McCarthy Building Companies, Inc. is constructing a new $11.5 million design-build parking structure at Soka University in Aliso Viejo, Calif. Being built on an existing parking lot between the main entrance and the tennis courts on the Soka University campus, the 214,983-sf structure will provide 677 parking spaces for the school when completed in winter 2013.
McCarthy has partnered with Choate Parking Consultants of Irvine, Calif., on the design and construction of the post-tensioned, cast-in-place concrete parking structure. Designed in harmony with the existing campus, the façade features painted plaster, architectural shapes along three sides, and travertine stone bands around the elevator tower and windows. The entrance to the elevators will be further complemented by natural stone tiles in the elevator lobbies at each level. In order to maintain the neighbors’ views of the surrounding canyon, the four-level parking structure has been lowered into the slope of the hillside along Wood Canyon Drive to minimize the structure’s height and visual impact.

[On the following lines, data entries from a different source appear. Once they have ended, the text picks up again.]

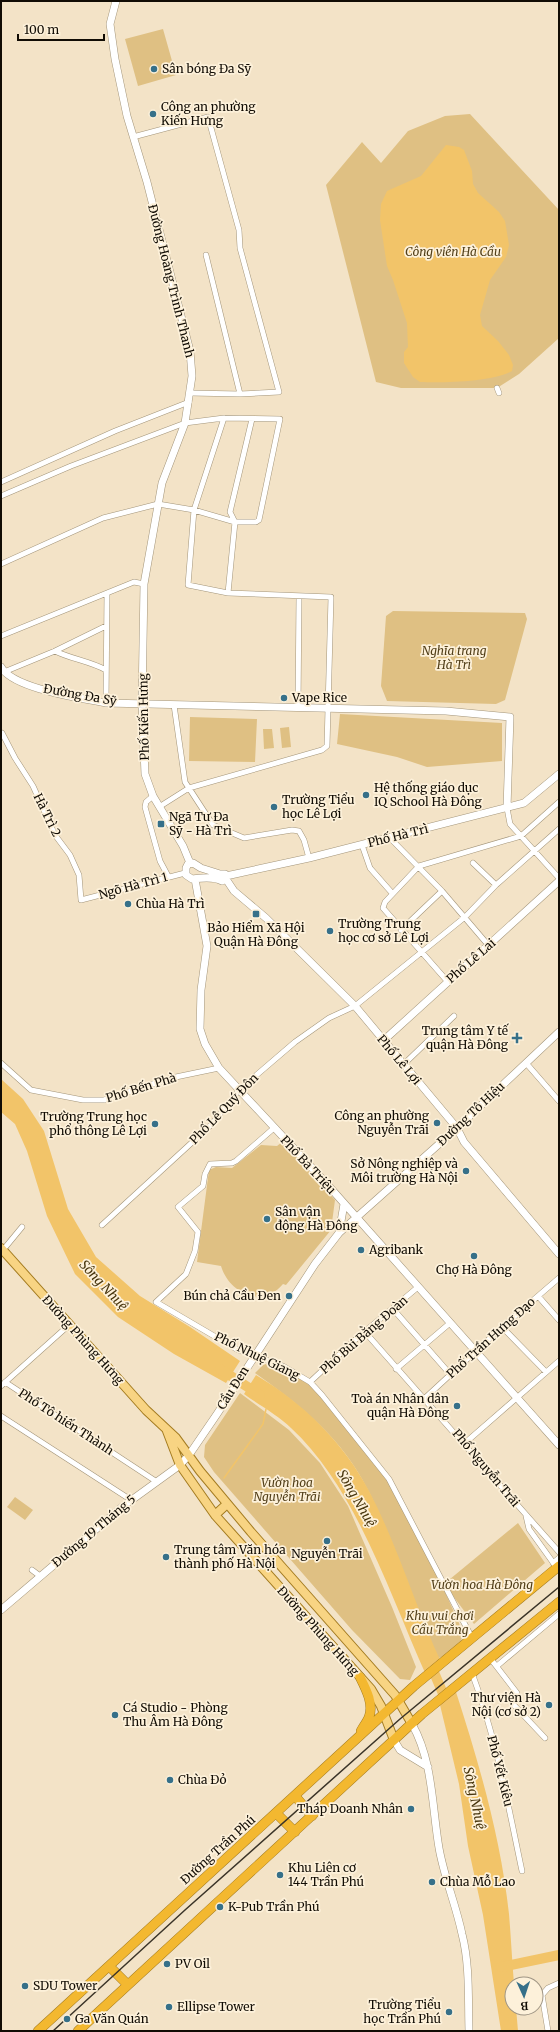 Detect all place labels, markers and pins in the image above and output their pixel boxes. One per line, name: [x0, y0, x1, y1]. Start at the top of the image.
place label: Sân bóng Đa Sỹ: [162, 61, 251, 76]
marker: Sân bóng Đa Sỹ: [149, 64, 159, 74]
place label: Công an phường Kiến Hưng: [161, 99, 256, 128]
marker: Công an phường Kiến Hưng: [148, 109, 158, 119]
place label: Vape Rice: [291, 690, 347, 705]
marker: Vape Rice: [279, 693, 289, 703]
place label: Hệ thống giáo dục IQ School Hà Đông: [374, 780, 483, 809]
marker: Hệ thống giáo dục IQ School Hà Đông: [361, 790, 371, 800]
place label: Trường Tiểu học Lê Lợi: [282, 792, 355, 821]
marker: Trường Tiểu học Lê Lợi: [269, 802, 279, 812]
place label: Ngã Tư Đa Sỹ - Hà Trì: [169, 809, 232, 838]
marker: Ngã Tư Đa Sỹ - Hà Trì: [156, 819, 166, 829]
place label: Chùa Hà Trì: [136, 896, 205, 911]
marker: Chùa Hà Trì: [123, 899, 133, 909]
marker: Bảo Hiểm Xã Hội Quận Hà Đông: [251, 909, 261, 919]
place label: Trường Trung học cơ sở Lê Lợi: [338, 916, 429, 945]
place label: Bảo Hiểm Xã Hội Quận Hà Đông: [207, 920, 305, 949]
marker: Trường Trung học cơ sở Lê Lợi: [325, 926, 335, 936]
place label: Trung tâm Y tế quận Hà Đông: [422, 1023, 510, 1052]
marker: Trung tâm Y tế quận Hà Đông: [511, 1032, 523, 1044]
place label: Công an phường Nguyễn Trãi: [334, 1108, 430, 1137]
place label: Trường Trung học phổ thông Lê Lợi: [40, 1109, 147, 1138]
marker: Công an phường Nguyễn Trãi: [432, 1118, 442, 1128]
marker: Trường Trung học phổ thông Lê Lợi: [150, 1119, 160, 1129]
place label: Sở Nông nghiệp và Môi trường Hà Nội: [350, 1156, 459, 1185]
marker: Sở Nông nghiệp và Môi trường Hà Nội: [461, 1166, 471, 1176]
place label: Sân vận động Hà Đông: [275, 1204, 358, 1233]
marker: Sân vận động Hà Đông: [262, 1214, 272, 1224]
place label: Agribank: [368, 1242, 424, 1257]
marker: Agribank: [356, 1245, 366, 1255]
marker: Chợ Hà Đông: [469, 1251, 479, 1261]
place label: Chợ Hà Đông: [436, 1262, 513, 1277]
place label: Bún chả Cầu Đen: [183, 1288, 281, 1303]
marker: Bún chả Cầu Đen: [284, 1291, 294, 1301]
place label: Toà án Nhân dân quận Hà Đông: [351, 1391, 450, 1420]
marker: Toà án Nhân dân quận Hà Đông: [452, 1401, 462, 1411]
marker: Nguyễn Trãi: [322, 1536, 332, 1546]
place label: Trung tâm Văn hóa thành phố Hà Nội: [174, 1542, 286, 1571]
place label: Nguyễn Trãi: [291, 1546, 363, 1561]
marker: Trung tâm Văn hóa thành phố Hà Nội: [161, 1552, 171, 1562]
place label: Thư viện Hà Nội (cơ sở 2): [471, 1690, 542, 1719]
place label: Cá Studio - Phòng Thu Âm Hà Đông: [123, 1700, 228, 1729]
marker: Thư viện Hà Nội (cơ sở 2): [544, 1700, 554, 1710]
marker: Cá Studio - Phòng Thu Âm Hà Đông: [110, 1710, 120, 1720]
place label: Chùa Đỏ: [178, 1772, 227, 1787]
marker: Chùa Đỏ: [165, 1775, 175, 1785]
place label: Tháp Doanh Nhân: [297, 1801, 403, 1816]
marker: Tháp Doanh Nhân: [406, 1804, 416, 1814]
place label: Khu Liên cơ 144 Trần Phú: [288, 1860, 364, 1889]
marker: Khu Liên cơ 144 Trần Phú: [275, 1870, 285, 1880]
place label: Chùa Mỗ Lao: [440, 1874, 515, 1889]
marker: Chùa Mỗ Lao: [427, 1877, 437, 1887]
place label: K-Pub Trần Phú: [228, 1899, 320, 1914]
marker: K-Pub Trần Phú: [215, 1902, 225, 1912]
place label: PV Oil: [175, 1956, 210, 1971]
marker: PV Oil: [162, 1959, 172, 1969]
place label: SDU Tower: [33, 1978, 98, 1993]
marker: SDU Tower: [20, 1981, 30, 1991]
place label: Trường Tiểu học Trần Phú: [363, 1997, 441, 2026]
place label: Ellipse Tower: [177, 1999, 256, 2014]
marker: Ellipse Tower: [164, 2002, 174, 2012]
marker: Trường Tiểu học Trần Phú: [444, 2007, 454, 2017]
place label: Ga Văn Quán: [75, 2011, 149, 2026]
marker: Ga Văn Quán: [62, 2014, 72, 2024] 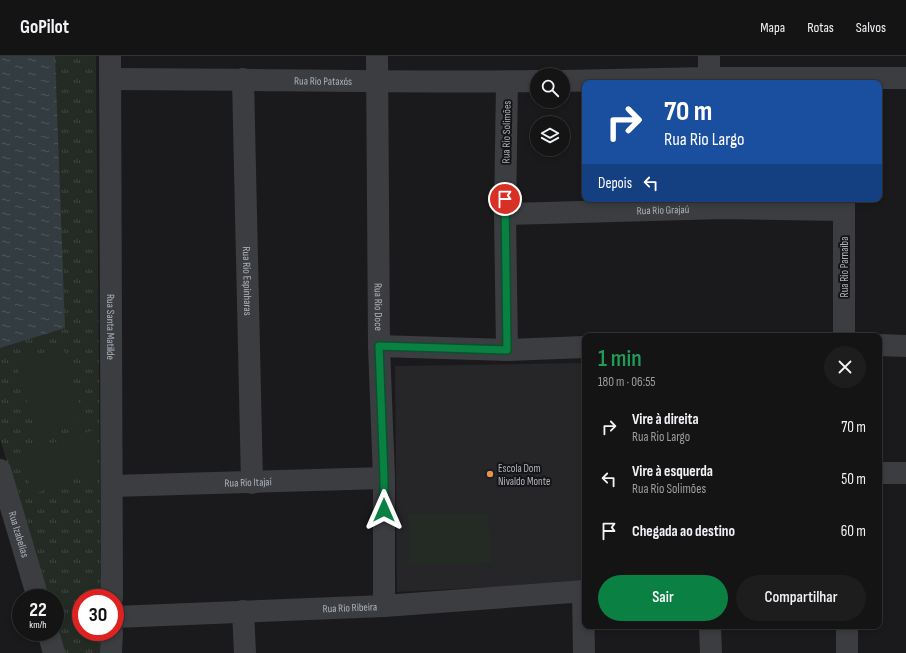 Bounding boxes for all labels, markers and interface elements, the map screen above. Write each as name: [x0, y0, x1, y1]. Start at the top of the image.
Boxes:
text: GoPilot: [20, 16, 69, 39]
text: Mapa: [760, 19, 785, 36]
text: Rotas: [807, 19, 834, 36]
text: Salvos: [856, 19, 886, 36]
map controls: [530, 68, 570, 156]
button: search: [530, 68, 570, 108]
street label: Rua Rio Pataxós: [294, 74, 352, 88]
text: 70 m: [664, 95, 712, 128]
icon: right: [598, 96, 650, 148]
street label: Rua Rio Solimões: [499, 101, 514, 163]
button: layers: [530, 116, 570, 156]
text: Rua Rio Largo: [664, 129, 744, 150]
icon: left: [640, 172, 662, 194]
text: Depois: [598, 174, 632, 193]
pin: [488, 182, 522, 216]
icon: arrive: [494, 188, 516, 210]
street label: Rua Rio Grajaú: [636, 203, 690, 217]
street label: Rua Rio Parnaíba: [838, 237, 851, 297]
street label: Rua Rio Espinharas: [240, 246, 254, 316]
street label: Rua Rio Doce: [372, 283, 385, 331]
street label: Rua Santa Matilde: [104, 294, 117, 360]
text: 1 min: [598, 344, 642, 373]
button: close: [824, 346, 866, 388]
text: 180 m · 06:55: [598, 374, 656, 390]
text: Vire à direita: [632, 410, 699, 429]
icon: right: [598, 416, 620, 438]
text: 70 m: [841, 418, 866, 437]
text: Rua Rio Largo: [632, 429, 690, 445]
place label: Escola Dom Nivaldo Monte: [498, 462, 551, 488]
text: Vire à esquerda: [632, 462, 713, 481]
icon: left: [598, 468, 620, 490]
marker: Escola Dom Nivaldo Monte: [485, 469, 495, 479]
text: 50 m: [841, 470, 866, 489]
street label: Rua Rio Itajaí: [224, 475, 273, 490]
text: Rua Rio Solimões: [632, 481, 706, 497]
position arrow: [363, 489, 405, 531]
street label: Rua Izabelias: [6, 510, 32, 559]
icon: arrive: [598, 520, 620, 542]
text: Chegada ao destino: [632, 522, 735, 541]
text: 60 m: [841, 522, 866, 541]
button: Sair: [598, 575, 728, 621]
button: Compartilhar: [736, 575, 866, 621]
speed limit sign: 30: [72, 589, 124, 641]
text: 22: [29, 598, 47, 622]
street label: Rua Rio Ribeira: [322, 600, 377, 616]
text: km/h: [29, 619, 47, 631] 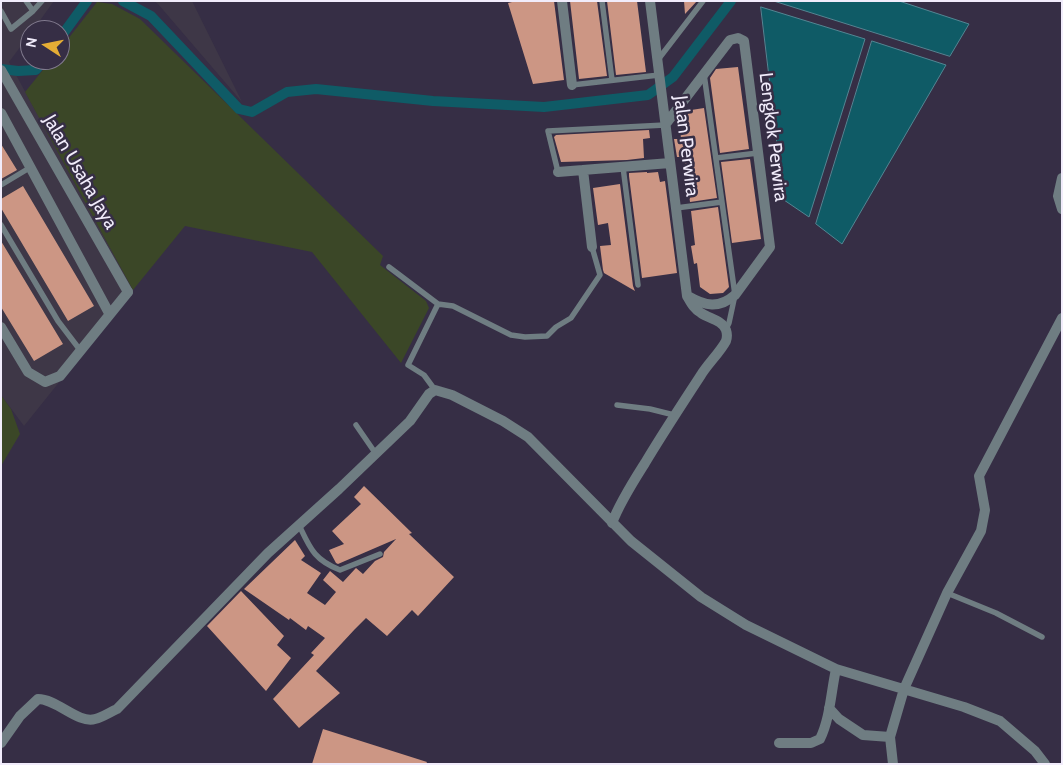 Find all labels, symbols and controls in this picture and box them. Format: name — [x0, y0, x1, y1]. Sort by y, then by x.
north arrow — [20, 20, 70, 70]
text: N — [21, 36, 41, 49]
street label: Lengkok Perwira — [754, 71, 792, 203]
street label: Jalan Perwira — [669, 94, 703, 198]
street label: Jalan Usaha Jaya — [38, 111, 122, 233]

“In order to lower the entire structure, we’ve installed a 700-ft long and 30-ft tall sculpted architectural finished structural shotcrete and soil nail retaining wall system along three sides of the project site,” said McCarthy Project Manager Jeff Craven.
Additional construction entails site improvements and connections to the campus utility systems and the addition of a traffic signal at the campus entrance. A stormwater filtration and detention system has been installed, and the existing soccer field is being leveled and widened to better meet the needs of the university’s athletic program.
“Due to existing structures and topography of the site, the project is inaccessible from three sides posing unique challenges for our concrete placing operations as well as material deliveries,” said Craven. “To address this challenge, McCarthy designed a concrete pumping system that allows us to place the concrete in excess of 300 ft away from the entrance to the site. In addition, McCarthy maintained a strict delivery schedule to coordinate all of the material deliveries while reducing construction traffic to adjoining streets.”
To minimize the environmental impact of the project, McCarthy is utilizing sustainable design and construction methods. Prior to the start of construction, six mature pine trees were salvaged from the existing parking lot and relocated onto the slope along the eastern property line of the project site. All of the stormwater collected from the parking structure will be filtered and detained on campus in an underground 8-ft-diameter corrugated metal pipe before being released into the city storm drain system. In addition, approximately 25,000 cubic yards of soil were excavated for the parking structure and were retained on campus instead of being exported, reducing the trucking impact on the local streets. McCarthy also plans to recycle approximately 75 percent of all waste generated during the project, exceeding the city’s minimum construction waste recycling requirement of 50 percent.